Given data

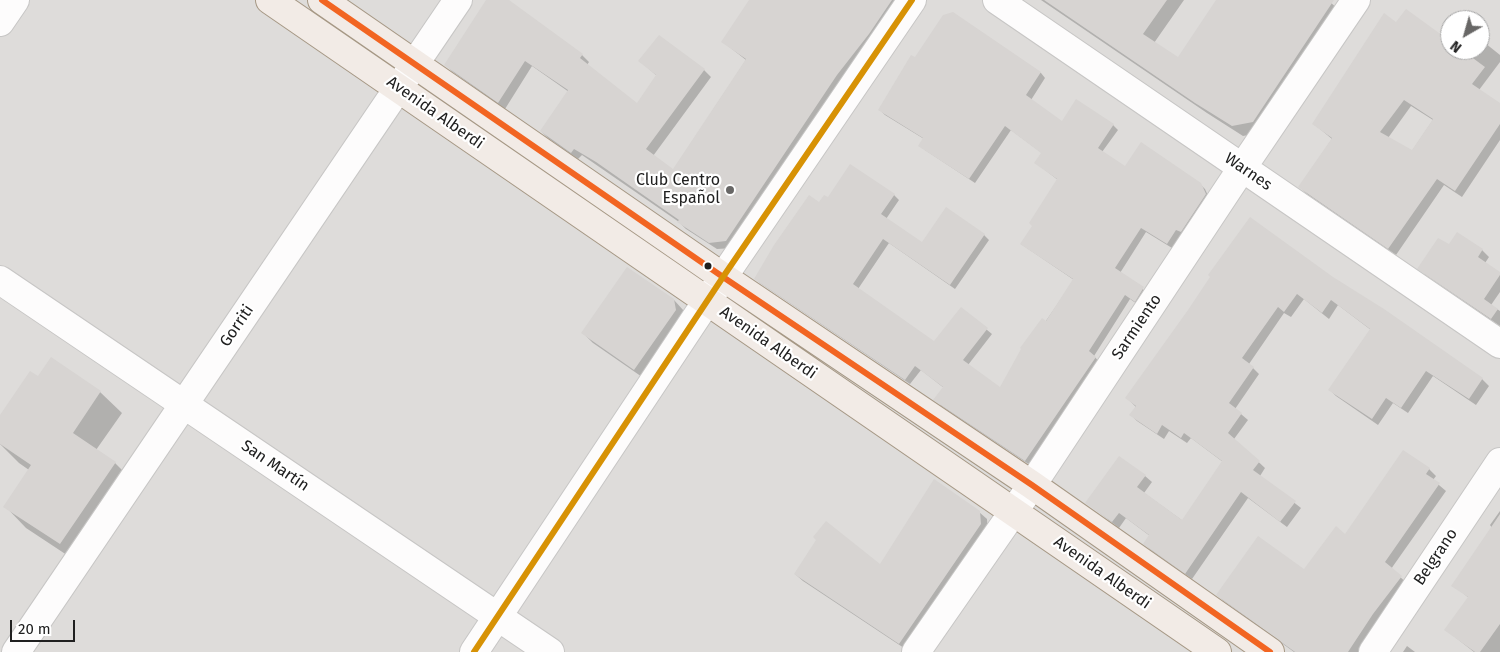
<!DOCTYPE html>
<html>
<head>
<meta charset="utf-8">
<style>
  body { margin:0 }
  #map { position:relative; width:1500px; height:652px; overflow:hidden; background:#efece9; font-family:"Fira Sans",sans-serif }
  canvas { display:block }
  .north { position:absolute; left:1440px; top:10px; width:50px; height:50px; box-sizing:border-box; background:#fff; border:1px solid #a6a6a6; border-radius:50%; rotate:218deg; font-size:14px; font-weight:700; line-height:20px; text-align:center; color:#202020 }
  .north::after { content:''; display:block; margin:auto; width:18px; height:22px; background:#686766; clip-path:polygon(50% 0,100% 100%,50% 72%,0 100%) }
  .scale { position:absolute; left:10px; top:620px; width:65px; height:22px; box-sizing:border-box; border:2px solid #202020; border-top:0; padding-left:6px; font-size:15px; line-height:18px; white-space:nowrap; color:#202020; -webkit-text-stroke:4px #fff; paint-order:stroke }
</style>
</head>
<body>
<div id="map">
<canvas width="1500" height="652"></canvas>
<div class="north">N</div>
<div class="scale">20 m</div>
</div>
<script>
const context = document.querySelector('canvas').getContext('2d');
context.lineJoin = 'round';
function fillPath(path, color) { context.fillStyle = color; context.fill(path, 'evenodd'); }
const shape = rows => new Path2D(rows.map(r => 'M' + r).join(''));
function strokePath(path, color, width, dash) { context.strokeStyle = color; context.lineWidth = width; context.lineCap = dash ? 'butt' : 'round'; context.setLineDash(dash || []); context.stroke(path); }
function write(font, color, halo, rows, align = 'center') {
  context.font = font + ' "Fira Sans",sans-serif'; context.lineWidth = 4.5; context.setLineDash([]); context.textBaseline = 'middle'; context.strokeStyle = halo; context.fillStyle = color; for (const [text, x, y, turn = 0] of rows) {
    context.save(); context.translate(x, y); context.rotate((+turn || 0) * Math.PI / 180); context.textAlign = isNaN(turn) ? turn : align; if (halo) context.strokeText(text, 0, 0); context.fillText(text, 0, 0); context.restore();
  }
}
fillPath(shape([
  [0,0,1500,0,1500,652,0,652],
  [1450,20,1480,20,1480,50,1450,50]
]), '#dedcda');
fillPath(shape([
  [500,0,507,0,582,55,589,62,587,65,637,105,657,76,640,61,659,37,704,70,711,77,653,156,673,171,746,60,723,42,751,0,904,0,733,248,717,249,686,229,679,222,582,155,578,159,548,138,541,131,569,92,532,66,505,109,453,72,446,65],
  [1041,0,1184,0,1154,43,1178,59,1218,0,1328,0,1342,13,1264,132,1243,136,1207,113],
  [953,14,1041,73,1045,78,1031,100,1062,123,1113,125,1118,130,1102,152,1125,168,1200,184,1205,189,1210,200,1186,236,1182,234,1172,248,1146,232,1120,273,1148,293,1140,306,1130,299,1094,356,1100,363,1030,465,940,405,944,388,921,370,910,384,760,283,755,278,819,204,828,199,894,195,899,200,886,219,922,244,984,235,989,240,955,289,889,243,858,289,934,343,961,309,992,334,968,365,1000,388,1074,280,1021,244,1033,226,1058,180,1036,163,1042,153,1011,130,975,183,925,150,924,139,885,115,880,110,915,59],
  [1397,23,1450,43,1450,50,1480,50,1480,39,1500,55,1500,62,1479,90,1500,105,1500,140,1462,197,1444,185,1396,255,1307,194,1300,187,1332,139,1314,124],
  [1411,106,1433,120,1412,151,1388,138],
  [1457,234,1482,250,1489,257,1485,263,1500,274,1500,292,1491,305,1500,311,1500,326,1426,275,1419,268,1449,246],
  [1332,278,1384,310,1482,379,1489,386,1476,405,1433,376,1408,413,1393,403,1378,425,1336,396,1330,390,1371,330,1338,305,1329,319,1304,299,1291,317,1284,313,1249,364,1259,374,1235,409,1248,420,1234,439,1265,468,1260,476,1301,508,1287,527,1248,498,1192,579,1151,550,1144,544,1150,536,1126,518,1119,528,1087,503,1145,476,1152,482,1144,493,1183,521,1223,462,1191,438,1187,443,1169,431,1164,439,1137,421,1131,415,1136,407,1127,398,1189,311],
  [674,300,684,311,645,379,593,343,583,333],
  [100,392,122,413,96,450,115,463,136,484,82,565,26,528,5,506,29,470,19,463,0,444,0,417],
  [1429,469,1436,476,1433,480,1446,491,1391,569,1408,584,1362,652,1294,652,1224,601,1217,595,1304,571],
  [1500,511,1500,652,1474,652,1446,630,1469,598,1453,585,1492,528,1490,525],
  [979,512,987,519,988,532,907,650,803,581,795,574,880,566],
  [1407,646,1415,652,1403,652]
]), '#0003');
fillPath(shape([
  [486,0,509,0,583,54,580,58,637,103,656,75,638,61,659,35,705,69,646,149,673,169,746,59,721,42,749,0,892,0,869,34,837,75,726,241,709,243,677,222,679,220,596,162,574,149,571,153,540,131,568,90,525,61,498,103,444,65],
  [1044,0,1167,0,1143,34,1178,57,1216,0,1334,0,1253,122,1232,126,1195,103],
  [1406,9,1450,41,1450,50,1462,50,1485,67,1472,84,1500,103,1500,124,1455,191,1437,179,1388,249,1298,187,1332,138,1312,124,1384,13,1396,22],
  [1404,100,1433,119,1412,150,1380,132],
  [953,12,1041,72,1026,95,1062,121,1076,99,1114,124,1098,148,1125,166,1141,142,1201,183,1206,194,1181,232,1176,230,1167,244,1141,228,1115,268,1144,287,1135,302,1125,295,1089,351,1096,357,1025,461,933,400,943,387,915,366,905,380,754,279,774,245,809,195,819,202,824,195,828,197,850,164,895,194,881,214,922,242,946,207,985,234,950,285,883,239,853,284,934,341,961,307,988,328,963,360,1000,387,1021,349,1020,348,1042,318,1046,321,1073,279,1020,244,1032,226,1029,223,1057,179,1034,163,1041,153,1005,126,969,179,918,146,923,138,878,110,911,55,915,57,943,15],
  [1250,217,1333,277,1384,309,1483,378,1469,399,1426,371,1401,408,1386,398,1372,419,1328,390,1370,329,1331,300,1322,313,1297,294,1284,312,1278,307,1242,358,1254,367,1229,403,1242,413,1228,433,1260,461,1253,470,1296,501,1280,522,1241,492,1185,574,1143,544,1149,535,1119,513,1112,522,1085,503,1119,456,1146,475,1137,487,1182,520,1222,461,1184,433,1181,438,1162,425,1157,434,1129,415,1136,406,1125,398,1188,310,1210,277,1208,275],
  [1457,232,1483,249,1478,257,1500,272,1500,275,1484,299,1498,309,1491,319,1417,269,1438,238,1449,244],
  [627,267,674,299,676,310,634,370,581,333],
  [51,357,101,391,73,433,116,462,60,544,3,507,31,465,0,444,0,415,30,371,38,376],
  [1403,450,1430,468,1426,474,1440,483,1385,562,1402,576,1373,614,1348,652,1295,652,1216,595,1258,536,1304,569,1336,526,1345,534],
  [934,479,980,511,981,524,899,644,794,574,816,540,813,537,826,521,880,564],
  [1500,514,1500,624,1480,652,1475,652,1444,630,1468,597,1451,586]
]), '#d7d4d2');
const minor = shape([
  [997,0,1500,344],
  [0,22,15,0],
  [0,280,550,652],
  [16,652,458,0],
  [474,652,723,277,912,0],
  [916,652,1032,485,1242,168,1356,0],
  [1373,652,1500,462]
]);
const major = shape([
  [270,0,1217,652],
  [322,0,723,277,1032,485,1270,652]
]);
strokePath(minor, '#c7c6c5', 30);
strokePath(major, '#a69885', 30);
strokePath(minor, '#fdfcfc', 28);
strokePath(major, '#f2ebe6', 28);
strokePath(shape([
  [322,0,723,277,1032,485,1270,652]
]), '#f26522', 6);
strokePath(shape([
  [474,652,723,277,912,0]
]), '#d79205', 6);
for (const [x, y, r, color] of [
  [730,190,5,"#686766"],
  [708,266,4.5,"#202020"]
]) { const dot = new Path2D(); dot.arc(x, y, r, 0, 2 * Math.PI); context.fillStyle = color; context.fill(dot); strokePath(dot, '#fff', 2); }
write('16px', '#202020', '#fff', [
  ["Avenida Alberdi",435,113,35],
  ["Warnes",1248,172,34],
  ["Gorriti",237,326,-56],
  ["Sarmiento",1137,327,-56],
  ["Avenida Alberdi",768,343,35],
  ["San Martín",275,466,34],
  ["Belgrano",1436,557,-56],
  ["Avenida Alberdi",1102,573,35]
]);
write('16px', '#202020', '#fff', [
  ["Club Centro",720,181],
  ["Español",720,199]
], 'right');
</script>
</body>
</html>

Your task
Sift through the material above and copy the lines that contain the word "rotate".

Exercise solution
  .north { position:absolute; left:1440px; top:10px; width:50px; height:50px; box-sizing:border-box; background:#fff; border:1px solid #a6a6a6; border-radius:50%; rotate:218deg; font-size:14px; font-weight:700; line-height:20px; text-align:center; color:#202020 }
    context.save(); context.translate(x, y); context.rotate((+turn || 0) * Math.PI / 180); context.textAlign = isNaN(turn) ? turn : align; if (halo) context.strokeText(text, 0, 0); context.fillText(text, 0, 0); context.restore();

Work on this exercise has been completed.